| Task to carry out |
Find the word "note" in the data below and copy each line that holds it.

[Records for this task — start]

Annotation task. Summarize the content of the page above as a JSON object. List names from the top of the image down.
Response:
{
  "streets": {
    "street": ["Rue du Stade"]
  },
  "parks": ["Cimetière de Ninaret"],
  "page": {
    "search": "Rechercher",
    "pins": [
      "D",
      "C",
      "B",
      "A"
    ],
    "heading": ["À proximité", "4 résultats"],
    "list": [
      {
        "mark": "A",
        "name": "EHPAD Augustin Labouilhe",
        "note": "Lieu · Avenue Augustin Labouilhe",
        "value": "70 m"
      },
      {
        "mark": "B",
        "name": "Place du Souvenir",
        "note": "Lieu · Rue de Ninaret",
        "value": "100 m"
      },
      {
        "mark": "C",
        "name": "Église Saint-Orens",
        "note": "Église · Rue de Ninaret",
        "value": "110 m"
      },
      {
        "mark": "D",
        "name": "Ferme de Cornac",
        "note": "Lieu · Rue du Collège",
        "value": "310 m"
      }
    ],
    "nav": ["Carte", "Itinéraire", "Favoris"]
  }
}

[Records for this task — finish]

| Task output |
        "note": "Lieu · Avenue Augustin Labouilhe",
        "note": "Lieu · Rue de Ninaret",
        "note": "Église · Rue de Ninaret",
        "note": "Lieu · Rue du Collège",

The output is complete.